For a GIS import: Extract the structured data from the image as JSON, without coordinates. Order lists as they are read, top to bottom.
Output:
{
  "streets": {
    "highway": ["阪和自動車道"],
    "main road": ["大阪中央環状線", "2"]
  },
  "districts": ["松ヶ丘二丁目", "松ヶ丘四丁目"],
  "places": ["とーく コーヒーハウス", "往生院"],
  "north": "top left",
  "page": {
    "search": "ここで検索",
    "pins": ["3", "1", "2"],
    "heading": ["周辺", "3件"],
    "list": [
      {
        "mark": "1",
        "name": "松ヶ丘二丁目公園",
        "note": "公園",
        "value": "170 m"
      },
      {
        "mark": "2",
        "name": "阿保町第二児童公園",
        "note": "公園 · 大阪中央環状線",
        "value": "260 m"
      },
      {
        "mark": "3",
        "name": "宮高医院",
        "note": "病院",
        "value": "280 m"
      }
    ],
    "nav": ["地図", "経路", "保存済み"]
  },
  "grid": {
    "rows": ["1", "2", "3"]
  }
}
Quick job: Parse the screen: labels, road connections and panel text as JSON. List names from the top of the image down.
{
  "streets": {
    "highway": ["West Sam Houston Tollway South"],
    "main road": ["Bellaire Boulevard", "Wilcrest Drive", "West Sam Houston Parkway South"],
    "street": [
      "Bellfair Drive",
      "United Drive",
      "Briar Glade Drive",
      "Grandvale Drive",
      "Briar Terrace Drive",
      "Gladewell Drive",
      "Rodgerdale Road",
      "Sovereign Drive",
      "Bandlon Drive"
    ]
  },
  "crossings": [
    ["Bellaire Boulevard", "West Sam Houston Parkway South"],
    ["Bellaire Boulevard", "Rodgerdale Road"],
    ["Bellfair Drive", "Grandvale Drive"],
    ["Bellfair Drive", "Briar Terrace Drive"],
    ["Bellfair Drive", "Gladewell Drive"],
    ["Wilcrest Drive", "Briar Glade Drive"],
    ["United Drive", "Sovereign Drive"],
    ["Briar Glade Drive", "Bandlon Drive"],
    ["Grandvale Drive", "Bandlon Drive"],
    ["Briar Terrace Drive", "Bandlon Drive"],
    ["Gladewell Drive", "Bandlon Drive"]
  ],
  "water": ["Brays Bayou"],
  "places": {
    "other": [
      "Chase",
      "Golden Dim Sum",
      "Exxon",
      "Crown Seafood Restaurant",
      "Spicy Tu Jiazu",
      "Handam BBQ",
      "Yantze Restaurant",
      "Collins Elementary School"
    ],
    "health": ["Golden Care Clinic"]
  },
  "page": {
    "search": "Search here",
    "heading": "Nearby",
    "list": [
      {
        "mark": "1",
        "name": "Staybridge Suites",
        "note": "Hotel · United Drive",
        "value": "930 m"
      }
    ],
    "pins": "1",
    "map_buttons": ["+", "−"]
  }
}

____

#### [Task requirements]
Reproduce the listing exactly, leaving nothing out.

#### [The completed task]
For a GIS import: Extract the structured data from the image as JSON, without coordinates. Order lists as they are read, top to bottom.
Output:
{
  "streets": {
    "highway": ["阪和自動車道"],
    "main road": ["大阪中央環状線", "2"]
  },
  "districts": ["松ヶ丘二丁目", "松ヶ丘四丁目"],
  "places": ["とーく コーヒーハウス", "往生院"],
  "north": "top left",
  "page": {
    "search": "ここで検索",
    "pins": ["3", "1", "2"],
    "heading": ["周辺", "3件"],
    "list": [
      {
        "mark": "1",
        "name": "松ヶ丘二丁目公園",
        "note": "公園",
        "value": "170 m"
      },
      {
        "mark": "2",
        "name": "阿保町第二児童公園",
        "note": "公園 · 大阪中央環状線",
        "value": "260 m"
      },
      {
        "mark": "3",
        "name": "宮高医院",
        "note": "病院",
        "value": "280 m"
      }
    ],
    "nav": ["地図", "経路", "保存済み"]
  },
  "grid": {
    "rows": ["1", "2", "3"]
  }
}
Quick job: Parse the screen: labels, road connections and panel text as JSON. List names from the top of the image down.
{
  "streets": {
    "highway": ["West Sam Houston Tollway South"],
    "main road": ["Bellaire Boulevard", "Wilcrest Drive", "West Sam Houston Parkway South"],
    "street": [
      "Bellfair Drive",
      "United Drive",
      "Briar Glade Drive",
      "Grandvale Drive",
      "Briar Terrace Drive",
      "Gladewell Drive",
      "Rodgerdale Road",
      "Sovereign Drive",
      "Bandlon Drive"
    ]
  },
  "crossings": [
    ["Bellaire Boulevard", "West Sam Houston Parkway South"],
    ["Bellaire Boulevard", "Rodgerdale Road"],
    ["Bellfair Drive", "Grandvale Drive"],
    ["Bellfair Drive", "Briar Terrace Drive"],
    ["Bellfair Drive", "Gladewell Drive"],
    ["Wilcrest Drive", "Briar Glade Drive"],
    ["United Drive", "Sovereign Drive"],
    ["Briar Glade Drive", "Bandlon Drive"],
    ["Grandvale Drive", "Bandlon Drive"],
    ["Briar Terrace Drive", "Bandlon Drive"],
    ["Gladewell Drive", "Bandlon Drive"]
  ],
  "water": ["Brays Bayou"],
  "places": {
    "other": [
      "Chase",
      "Golden Dim Sum",
      "Exxon",
      "Crown Seafood Restaurant",
      "Spicy Tu Jiazu",
      "Handam BBQ",
      "Yantze Restaurant",
      "Collins Elementary School"
    ],
    "health": ["Golden Care Clinic"]
  },
  "page": {
    "search": "Search here",
    "heading": "Nearby",
    "list": [
      {
        "mark": "1",
        "name": "Staybridge Suites",
        "note": "Hotel · United Drive",
        "value": "930 m"
      }
    ],
    "pins": "1",
    "map_buttons": ["+", "−"]
  }
}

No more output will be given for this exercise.